There in the darkness, before his eyes, it swelled. Then it burst and several unfoiling vines slithered out and spread their leaves. Gerand coughed at the stench and dry cloud of spores. He rolled onto his back, his lungs aching already.
He was so scared that he would die like that animal that he was hyperventilating. When M'Weru returned she found him on his back with his eyes glazed with terror. She waved a hand back and forth before his face and got no response. She stepped back as she glanced around and saw the open cupboard, the withering vines coming from under the couch and the frightened victim on the floor. This was the work of Devils' Creeper, the thing she now searched.
"I am sorry, but there is nothing I can do for you." M'Weru told him. She left him there gasping and she walked outside and waited for reinforcements.
She had work to do. She carefully looked around from yard to yard and saw more of the plants in some places. Each time she found it she used her can of spray paint to mark the place. Her friends would come and help her to get rid of it.
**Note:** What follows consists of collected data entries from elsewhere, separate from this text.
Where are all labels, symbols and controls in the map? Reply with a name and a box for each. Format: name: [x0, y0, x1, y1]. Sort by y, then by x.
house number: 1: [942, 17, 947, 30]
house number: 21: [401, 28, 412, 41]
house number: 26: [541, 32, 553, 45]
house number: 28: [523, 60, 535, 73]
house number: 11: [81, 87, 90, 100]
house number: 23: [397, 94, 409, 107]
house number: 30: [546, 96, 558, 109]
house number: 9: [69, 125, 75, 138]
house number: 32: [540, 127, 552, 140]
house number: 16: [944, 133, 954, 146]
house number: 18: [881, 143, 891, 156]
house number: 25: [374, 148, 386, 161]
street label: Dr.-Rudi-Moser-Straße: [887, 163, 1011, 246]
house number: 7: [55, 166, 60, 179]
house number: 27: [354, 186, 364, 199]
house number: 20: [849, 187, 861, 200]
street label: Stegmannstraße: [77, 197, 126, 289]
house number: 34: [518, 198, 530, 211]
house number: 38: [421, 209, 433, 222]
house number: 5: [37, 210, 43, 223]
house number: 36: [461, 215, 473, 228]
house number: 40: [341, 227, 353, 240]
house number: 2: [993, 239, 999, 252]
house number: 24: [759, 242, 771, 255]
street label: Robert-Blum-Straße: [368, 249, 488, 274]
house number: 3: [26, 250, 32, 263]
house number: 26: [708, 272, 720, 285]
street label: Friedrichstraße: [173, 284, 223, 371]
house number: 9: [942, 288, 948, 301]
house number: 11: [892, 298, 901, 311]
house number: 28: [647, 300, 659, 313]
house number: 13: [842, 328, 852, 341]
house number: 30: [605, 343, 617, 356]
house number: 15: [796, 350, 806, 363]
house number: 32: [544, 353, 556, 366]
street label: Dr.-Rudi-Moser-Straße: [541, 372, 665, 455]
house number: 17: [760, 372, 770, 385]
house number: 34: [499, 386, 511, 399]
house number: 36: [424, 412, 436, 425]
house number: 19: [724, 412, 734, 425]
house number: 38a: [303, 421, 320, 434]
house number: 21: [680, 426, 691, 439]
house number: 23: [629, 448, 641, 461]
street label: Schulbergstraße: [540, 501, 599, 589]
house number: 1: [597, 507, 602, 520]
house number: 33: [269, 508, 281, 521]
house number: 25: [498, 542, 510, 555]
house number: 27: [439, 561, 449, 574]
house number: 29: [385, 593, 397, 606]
Purify this place.
Purity by fire.
They arrived in two hours, with just an hour left of daylight. Any light would slow the growth, but only daylight halted it. And only fire really cleansed it away.
She had time to look around while they got to work on the places she had marked. All of Lingi Grotto was infested. One vehicle went out and circled, searching for any animals that needed to be contained. The rest of them started breaking down doors and pouring gasoline. When the places M'Weru had marked with her spray can were boiling in black smoke the team drove out of the strange suburban oasis. It was surrounded on all sides by pristine wilderness with only one road leading in and out.
"Professor, do you think we might have eradicated it?" Jomo asked his boss. She was in her vehicle and the young man at her rolled down window. M'Weru was shaking her head 'no'.
"Where do we look next?" Jomo sounded worried. It was becoming harder to find, further and further from its source. Yet they kept finding it.
"This was probably the bird. I think that the one you saw, I think it flew here." Professor M'Weru decided.
The sun was setting.
"So what then, do we do now?" Jomo looked back to where the rest of the vehicles waited for deployment behind hers.
"We go home, get some rest and keep ourselves alert. I will keep going out and searching for it. We might not have got it all, and maybe we have. Time will tell." M'Weru spoke with confidence to her underling. Inside she was as frightened and as helpless as the man she had left on the living room floor to die.
Jomo could not sense her fear. She seemed strong and wise. Everyone saw this in her. M'Weru lifted her left hand out of her window and twirled it in the air above. The engines started as Jomo trotted quickly back to the vehicle behind hers. They all rolled out, heading home.
Soon enough the fires would be noticed and treated, far too late to stop the place being reduced to ashes. As the convoy departed the skies were a glowing nightmare behind them as the neighborhood they had left blazed furiously in their wake. The battle was won, but the war went on.